◆ Aim of the task
How many lines of the data contain the string "nowrap"? Write the number and nothing more.
···
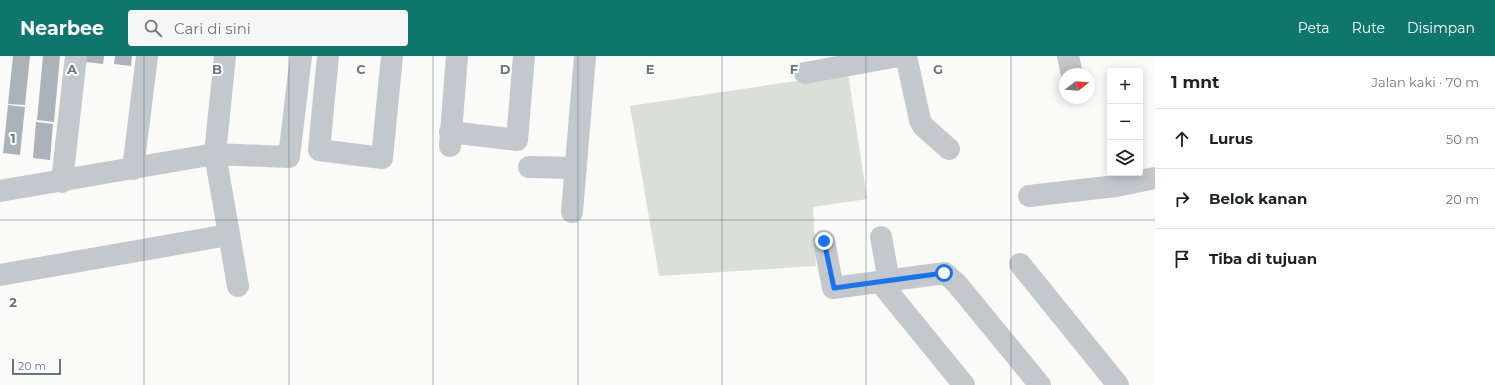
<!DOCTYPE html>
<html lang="id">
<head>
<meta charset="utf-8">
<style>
	:root { --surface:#fff; --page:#f6f6f6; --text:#202124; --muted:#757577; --line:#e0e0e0; --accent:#0f766e }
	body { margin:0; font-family:Montserrat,sans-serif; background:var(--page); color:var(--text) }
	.controls { position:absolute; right:12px; top:12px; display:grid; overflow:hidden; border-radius:4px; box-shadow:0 2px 10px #0003 }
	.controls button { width:36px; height:36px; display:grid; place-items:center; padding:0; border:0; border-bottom:1px solid var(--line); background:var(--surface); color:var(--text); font:20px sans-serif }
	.compass { position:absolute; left:1059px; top:12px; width:36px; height:36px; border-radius:50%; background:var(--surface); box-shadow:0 2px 10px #0003; rotate:73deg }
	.scale { position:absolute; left:12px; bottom:10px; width:49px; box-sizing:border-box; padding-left:4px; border:2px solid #657683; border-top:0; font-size:11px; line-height:14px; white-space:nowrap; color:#657683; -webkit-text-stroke:3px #fff; paint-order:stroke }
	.stop { position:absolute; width:12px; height:12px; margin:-9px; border:3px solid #1a73e8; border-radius:50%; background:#fff }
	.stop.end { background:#1a73e8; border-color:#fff; box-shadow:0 1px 4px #0008 }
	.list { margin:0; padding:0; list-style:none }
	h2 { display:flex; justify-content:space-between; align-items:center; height:52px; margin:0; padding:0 16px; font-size:17px }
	h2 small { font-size:13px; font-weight:400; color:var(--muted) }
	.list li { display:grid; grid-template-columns:26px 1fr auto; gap:12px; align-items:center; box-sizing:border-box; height:60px; padding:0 16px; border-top:1px solid var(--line) }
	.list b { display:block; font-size:15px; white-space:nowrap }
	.list em { font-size:13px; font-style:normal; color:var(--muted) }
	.icon { flex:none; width:22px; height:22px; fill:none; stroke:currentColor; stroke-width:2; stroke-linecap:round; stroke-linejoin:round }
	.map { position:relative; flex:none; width:1155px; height:329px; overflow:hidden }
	header { display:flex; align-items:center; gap:24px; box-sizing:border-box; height:56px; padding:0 20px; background:var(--accent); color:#fff }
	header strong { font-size:19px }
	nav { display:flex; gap:22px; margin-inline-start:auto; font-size:14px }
	.search { width:280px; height:36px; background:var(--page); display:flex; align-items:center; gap:10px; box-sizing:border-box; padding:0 14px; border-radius:4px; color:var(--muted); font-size:15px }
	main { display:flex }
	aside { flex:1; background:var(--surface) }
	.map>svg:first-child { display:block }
	.green { fill:#dadfd7 }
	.building { fill:#aab3b9 }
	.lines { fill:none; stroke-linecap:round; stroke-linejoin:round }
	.minor { stroke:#c3c8cc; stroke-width:22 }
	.route { stroke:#1a73e8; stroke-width:5 }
	.grid { fill:none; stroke:#657683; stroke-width:1; stroke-opacity:0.55 }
	.grid-label { font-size:13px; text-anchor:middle; font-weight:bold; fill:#657683; stroke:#fff; stroke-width:4; stroke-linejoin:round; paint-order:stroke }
</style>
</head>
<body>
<header>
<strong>Nearbee</strong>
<div class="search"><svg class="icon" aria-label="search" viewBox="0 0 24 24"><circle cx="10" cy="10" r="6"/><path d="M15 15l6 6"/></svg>Cari di sini</div>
<nav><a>Peta</a><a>Rute</a><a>Disimpan</a></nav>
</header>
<main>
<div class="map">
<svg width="1155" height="329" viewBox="0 0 1155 329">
	<rect width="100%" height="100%" fill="#fafaf8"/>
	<path class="green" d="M848 17 867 143 813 151 816 210 659 220 630 50Z"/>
	<path class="building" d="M13 0H30L25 49 8 48Z
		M43 0H60L54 66 37 64Z
		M86 0H104L103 8 86 6Z
		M115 0H132L131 10 114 8Z
		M8 49 25 51 20 99 3 97Z
		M36 66 53 68 50 104 33 102Z"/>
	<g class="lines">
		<path class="minor" d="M225 0 215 98 238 230
			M328 0 319 94 382 102 392 0
			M906 0 920 64 923 70 949 93
			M1068 0 1072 18
			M805 17 899 0
			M450 76 517 84 524 0
			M450 90 457 0
			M529 111 576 112
			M133 113 147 0
			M62 126 76 0
			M0 135 215 98 289 101 301 0
			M1029 140 1116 130 1155 122
			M572 156 585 0
			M881 181 889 225
			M824 185 833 232 945 217 957 228 1040 329
			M1020 208 1118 329
			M0 219 228 179
			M880 226 964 329"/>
	</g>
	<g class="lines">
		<path class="route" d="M824 185 834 232 944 217"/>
	</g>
	<path class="grid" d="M144 0V329M289 0V329M433 0V329M578 0V329M722 0V329M866 0V329M1011 0V329M0 164H1155"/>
	<g class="grid-label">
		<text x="72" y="18">A</text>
		<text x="217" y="18">B</text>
		<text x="361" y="18">C</text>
		<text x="505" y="18">D</text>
		<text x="650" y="18">E</text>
		<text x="794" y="18">F</text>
		<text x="938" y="18">G</text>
		<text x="13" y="87">1</text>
		<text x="13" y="251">2</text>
	</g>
</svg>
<div class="controls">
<button>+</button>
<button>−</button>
<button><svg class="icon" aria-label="layers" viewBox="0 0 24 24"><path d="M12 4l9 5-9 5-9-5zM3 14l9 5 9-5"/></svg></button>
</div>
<svg class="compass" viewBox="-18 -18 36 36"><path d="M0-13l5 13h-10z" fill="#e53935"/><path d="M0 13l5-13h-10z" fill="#757577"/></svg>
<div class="scale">20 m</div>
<div class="stop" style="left:944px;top:217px"></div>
<div class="stop end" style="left:824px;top:185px"></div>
</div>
<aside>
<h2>1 mnt<small>Jalan kaki · 70 m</small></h2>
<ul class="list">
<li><svg class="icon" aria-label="ahead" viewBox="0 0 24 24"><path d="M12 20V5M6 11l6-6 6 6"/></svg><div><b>Lurus</b></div><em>50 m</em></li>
<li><svg class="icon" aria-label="right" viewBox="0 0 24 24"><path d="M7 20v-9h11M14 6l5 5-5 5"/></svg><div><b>Belok kanan</b></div><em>20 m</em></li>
<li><svg class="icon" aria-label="arrive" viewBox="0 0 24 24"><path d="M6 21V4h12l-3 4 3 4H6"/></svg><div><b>Tiba di tujuan</b></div></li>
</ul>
</aside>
</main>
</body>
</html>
···
◆ Answer section
2